EXERCISE: Go over the entries and report the lines where the word "cover" occurs.

DATA PROVIDED:
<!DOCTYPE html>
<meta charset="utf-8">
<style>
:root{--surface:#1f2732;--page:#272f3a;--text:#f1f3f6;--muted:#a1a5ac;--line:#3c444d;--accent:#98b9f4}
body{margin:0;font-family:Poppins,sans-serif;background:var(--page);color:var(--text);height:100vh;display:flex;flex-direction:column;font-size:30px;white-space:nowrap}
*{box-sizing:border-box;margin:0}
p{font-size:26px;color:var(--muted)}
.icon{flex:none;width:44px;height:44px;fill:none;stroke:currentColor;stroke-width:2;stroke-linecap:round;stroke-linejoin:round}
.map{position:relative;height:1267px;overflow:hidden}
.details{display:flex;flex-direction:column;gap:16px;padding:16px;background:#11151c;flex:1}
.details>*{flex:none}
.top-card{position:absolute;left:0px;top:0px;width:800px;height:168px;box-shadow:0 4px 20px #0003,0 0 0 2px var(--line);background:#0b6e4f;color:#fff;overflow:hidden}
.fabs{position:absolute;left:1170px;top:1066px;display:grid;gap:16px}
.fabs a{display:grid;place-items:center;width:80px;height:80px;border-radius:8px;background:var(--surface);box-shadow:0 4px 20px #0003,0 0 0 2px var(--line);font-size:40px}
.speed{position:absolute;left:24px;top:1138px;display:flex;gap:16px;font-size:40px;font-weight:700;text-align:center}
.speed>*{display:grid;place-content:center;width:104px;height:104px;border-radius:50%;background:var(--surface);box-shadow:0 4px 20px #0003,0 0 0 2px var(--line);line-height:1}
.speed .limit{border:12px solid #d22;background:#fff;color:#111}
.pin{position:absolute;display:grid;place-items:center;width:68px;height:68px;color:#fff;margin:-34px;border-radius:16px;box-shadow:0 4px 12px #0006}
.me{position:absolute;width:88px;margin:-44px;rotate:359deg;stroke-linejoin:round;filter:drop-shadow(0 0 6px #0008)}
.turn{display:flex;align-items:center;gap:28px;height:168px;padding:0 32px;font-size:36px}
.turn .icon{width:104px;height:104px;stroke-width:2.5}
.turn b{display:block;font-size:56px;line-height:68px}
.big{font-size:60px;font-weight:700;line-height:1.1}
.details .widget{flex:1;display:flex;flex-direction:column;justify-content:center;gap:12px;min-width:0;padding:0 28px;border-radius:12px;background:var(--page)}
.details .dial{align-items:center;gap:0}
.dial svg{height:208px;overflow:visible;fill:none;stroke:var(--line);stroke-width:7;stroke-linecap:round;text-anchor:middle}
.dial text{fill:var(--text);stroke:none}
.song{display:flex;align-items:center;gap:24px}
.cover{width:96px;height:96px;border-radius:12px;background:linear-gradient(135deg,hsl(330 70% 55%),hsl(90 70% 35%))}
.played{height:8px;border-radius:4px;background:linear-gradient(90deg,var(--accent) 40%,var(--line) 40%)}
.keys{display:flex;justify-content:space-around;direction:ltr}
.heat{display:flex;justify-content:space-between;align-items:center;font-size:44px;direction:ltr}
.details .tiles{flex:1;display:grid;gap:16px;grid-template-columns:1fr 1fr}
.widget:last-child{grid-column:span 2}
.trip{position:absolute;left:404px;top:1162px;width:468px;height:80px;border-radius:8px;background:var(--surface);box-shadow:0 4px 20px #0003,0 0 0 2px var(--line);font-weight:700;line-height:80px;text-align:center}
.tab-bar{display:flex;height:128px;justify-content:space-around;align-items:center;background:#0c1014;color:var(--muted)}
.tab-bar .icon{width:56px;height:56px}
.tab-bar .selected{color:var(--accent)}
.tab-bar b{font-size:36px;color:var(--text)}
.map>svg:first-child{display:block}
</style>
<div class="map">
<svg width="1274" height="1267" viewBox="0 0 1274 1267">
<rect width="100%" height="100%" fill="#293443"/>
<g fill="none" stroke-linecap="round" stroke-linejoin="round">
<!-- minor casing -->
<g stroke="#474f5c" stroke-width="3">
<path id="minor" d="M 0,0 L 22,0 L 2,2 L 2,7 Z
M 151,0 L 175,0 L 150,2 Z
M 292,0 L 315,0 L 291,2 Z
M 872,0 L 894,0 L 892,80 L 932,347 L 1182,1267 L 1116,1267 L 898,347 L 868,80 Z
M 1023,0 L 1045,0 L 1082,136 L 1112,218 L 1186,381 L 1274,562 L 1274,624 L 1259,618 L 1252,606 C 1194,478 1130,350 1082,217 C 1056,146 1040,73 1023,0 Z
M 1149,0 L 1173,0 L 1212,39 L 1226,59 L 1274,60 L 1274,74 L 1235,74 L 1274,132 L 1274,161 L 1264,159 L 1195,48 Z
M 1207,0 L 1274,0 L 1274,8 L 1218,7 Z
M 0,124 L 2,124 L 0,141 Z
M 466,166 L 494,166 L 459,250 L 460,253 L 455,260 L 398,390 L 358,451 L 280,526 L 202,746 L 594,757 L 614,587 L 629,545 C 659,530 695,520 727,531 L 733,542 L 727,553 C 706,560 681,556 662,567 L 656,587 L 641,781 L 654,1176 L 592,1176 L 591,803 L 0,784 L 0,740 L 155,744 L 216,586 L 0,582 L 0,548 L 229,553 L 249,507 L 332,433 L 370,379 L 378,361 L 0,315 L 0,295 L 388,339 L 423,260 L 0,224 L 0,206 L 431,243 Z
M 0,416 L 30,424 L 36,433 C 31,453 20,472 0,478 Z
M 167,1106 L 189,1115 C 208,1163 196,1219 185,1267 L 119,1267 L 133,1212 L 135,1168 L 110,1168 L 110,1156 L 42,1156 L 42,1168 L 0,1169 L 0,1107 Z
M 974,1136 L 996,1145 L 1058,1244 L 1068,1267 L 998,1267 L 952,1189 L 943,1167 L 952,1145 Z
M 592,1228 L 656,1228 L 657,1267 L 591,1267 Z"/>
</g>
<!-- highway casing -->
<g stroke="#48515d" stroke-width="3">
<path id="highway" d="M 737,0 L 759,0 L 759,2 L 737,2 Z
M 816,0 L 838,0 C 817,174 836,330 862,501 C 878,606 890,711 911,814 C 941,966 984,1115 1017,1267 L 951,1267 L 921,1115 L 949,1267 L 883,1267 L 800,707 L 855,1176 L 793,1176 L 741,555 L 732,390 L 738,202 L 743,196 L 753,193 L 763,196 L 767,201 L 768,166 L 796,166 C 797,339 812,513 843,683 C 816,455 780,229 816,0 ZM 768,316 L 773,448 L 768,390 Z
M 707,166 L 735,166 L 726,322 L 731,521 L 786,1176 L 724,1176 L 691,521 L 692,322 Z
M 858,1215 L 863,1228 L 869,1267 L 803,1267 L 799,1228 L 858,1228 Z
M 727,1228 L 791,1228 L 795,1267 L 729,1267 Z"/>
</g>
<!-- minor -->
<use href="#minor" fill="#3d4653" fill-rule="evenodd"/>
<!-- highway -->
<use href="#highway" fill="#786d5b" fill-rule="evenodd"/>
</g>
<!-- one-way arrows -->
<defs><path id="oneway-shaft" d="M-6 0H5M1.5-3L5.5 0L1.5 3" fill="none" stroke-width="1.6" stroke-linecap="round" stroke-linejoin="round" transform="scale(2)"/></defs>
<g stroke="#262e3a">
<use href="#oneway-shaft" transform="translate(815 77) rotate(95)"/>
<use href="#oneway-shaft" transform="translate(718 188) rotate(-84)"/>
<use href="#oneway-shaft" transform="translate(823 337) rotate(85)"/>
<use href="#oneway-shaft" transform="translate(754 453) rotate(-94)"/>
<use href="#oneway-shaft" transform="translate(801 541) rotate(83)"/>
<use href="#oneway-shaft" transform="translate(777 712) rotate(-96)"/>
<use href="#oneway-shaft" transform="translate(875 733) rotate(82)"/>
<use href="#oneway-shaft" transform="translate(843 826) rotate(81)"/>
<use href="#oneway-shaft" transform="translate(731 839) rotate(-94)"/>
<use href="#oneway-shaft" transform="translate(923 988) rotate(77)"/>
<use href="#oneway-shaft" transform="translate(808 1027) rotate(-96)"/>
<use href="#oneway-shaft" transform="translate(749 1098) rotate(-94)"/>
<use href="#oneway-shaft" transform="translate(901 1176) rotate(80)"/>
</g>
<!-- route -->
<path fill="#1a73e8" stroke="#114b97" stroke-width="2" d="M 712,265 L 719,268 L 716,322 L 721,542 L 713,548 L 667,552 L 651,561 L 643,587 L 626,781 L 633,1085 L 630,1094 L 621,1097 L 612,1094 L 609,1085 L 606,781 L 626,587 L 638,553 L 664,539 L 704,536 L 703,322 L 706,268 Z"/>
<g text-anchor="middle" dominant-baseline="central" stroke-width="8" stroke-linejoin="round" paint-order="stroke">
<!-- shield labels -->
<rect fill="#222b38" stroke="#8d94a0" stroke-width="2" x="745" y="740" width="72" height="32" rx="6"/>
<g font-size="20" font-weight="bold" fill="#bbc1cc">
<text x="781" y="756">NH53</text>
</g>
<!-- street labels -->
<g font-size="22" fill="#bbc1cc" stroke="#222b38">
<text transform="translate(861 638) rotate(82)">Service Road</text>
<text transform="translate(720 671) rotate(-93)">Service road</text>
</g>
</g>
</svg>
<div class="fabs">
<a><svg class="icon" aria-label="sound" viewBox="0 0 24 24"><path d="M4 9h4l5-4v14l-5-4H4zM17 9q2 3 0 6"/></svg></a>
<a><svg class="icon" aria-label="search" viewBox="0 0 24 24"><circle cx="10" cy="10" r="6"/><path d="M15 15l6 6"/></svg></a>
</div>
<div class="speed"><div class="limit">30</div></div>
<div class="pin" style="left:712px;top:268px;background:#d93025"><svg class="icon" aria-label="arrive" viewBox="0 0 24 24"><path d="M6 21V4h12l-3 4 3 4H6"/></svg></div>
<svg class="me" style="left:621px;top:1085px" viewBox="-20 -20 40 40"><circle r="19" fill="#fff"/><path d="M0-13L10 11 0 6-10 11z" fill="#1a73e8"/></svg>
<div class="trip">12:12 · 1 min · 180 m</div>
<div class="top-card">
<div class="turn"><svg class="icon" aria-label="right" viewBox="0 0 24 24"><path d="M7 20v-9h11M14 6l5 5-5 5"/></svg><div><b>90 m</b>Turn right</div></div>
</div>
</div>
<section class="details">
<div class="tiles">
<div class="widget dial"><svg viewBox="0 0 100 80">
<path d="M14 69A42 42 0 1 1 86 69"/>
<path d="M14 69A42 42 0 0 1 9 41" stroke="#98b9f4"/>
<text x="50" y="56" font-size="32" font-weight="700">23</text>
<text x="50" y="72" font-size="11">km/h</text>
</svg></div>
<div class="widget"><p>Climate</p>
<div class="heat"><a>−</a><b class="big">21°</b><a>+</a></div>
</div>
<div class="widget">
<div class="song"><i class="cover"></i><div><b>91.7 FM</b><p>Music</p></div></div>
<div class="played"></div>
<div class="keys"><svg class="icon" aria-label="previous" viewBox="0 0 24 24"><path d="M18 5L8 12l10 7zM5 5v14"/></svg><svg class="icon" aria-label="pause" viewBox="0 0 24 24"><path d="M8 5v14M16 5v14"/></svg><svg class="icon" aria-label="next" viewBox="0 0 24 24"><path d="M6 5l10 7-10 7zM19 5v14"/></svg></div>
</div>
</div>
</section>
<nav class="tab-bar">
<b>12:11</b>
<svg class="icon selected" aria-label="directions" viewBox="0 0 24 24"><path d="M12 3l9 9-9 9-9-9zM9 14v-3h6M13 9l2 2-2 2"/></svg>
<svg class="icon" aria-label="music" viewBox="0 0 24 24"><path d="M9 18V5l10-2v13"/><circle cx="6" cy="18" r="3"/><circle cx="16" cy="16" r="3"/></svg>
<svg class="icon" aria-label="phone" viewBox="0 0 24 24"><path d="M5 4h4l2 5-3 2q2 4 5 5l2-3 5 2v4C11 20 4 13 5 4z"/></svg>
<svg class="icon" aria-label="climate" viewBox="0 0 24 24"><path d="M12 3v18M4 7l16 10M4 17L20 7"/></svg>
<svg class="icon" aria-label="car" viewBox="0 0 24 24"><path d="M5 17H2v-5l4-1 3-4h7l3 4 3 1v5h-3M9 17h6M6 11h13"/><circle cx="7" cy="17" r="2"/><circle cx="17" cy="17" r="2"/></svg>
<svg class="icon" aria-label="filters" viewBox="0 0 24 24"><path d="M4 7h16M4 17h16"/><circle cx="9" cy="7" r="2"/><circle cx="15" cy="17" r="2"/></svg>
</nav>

RESPONSE TO THIS TASK:
.cover{width:96px;height:96px;border-radius:12px;background:linear-gradient(135deg,hsl(330 70% 55%),hsl(90 70% 35%))}
<div class="song"><i class="cover"></i><div><b>91.7 FM</b><p>Music</p></div></div>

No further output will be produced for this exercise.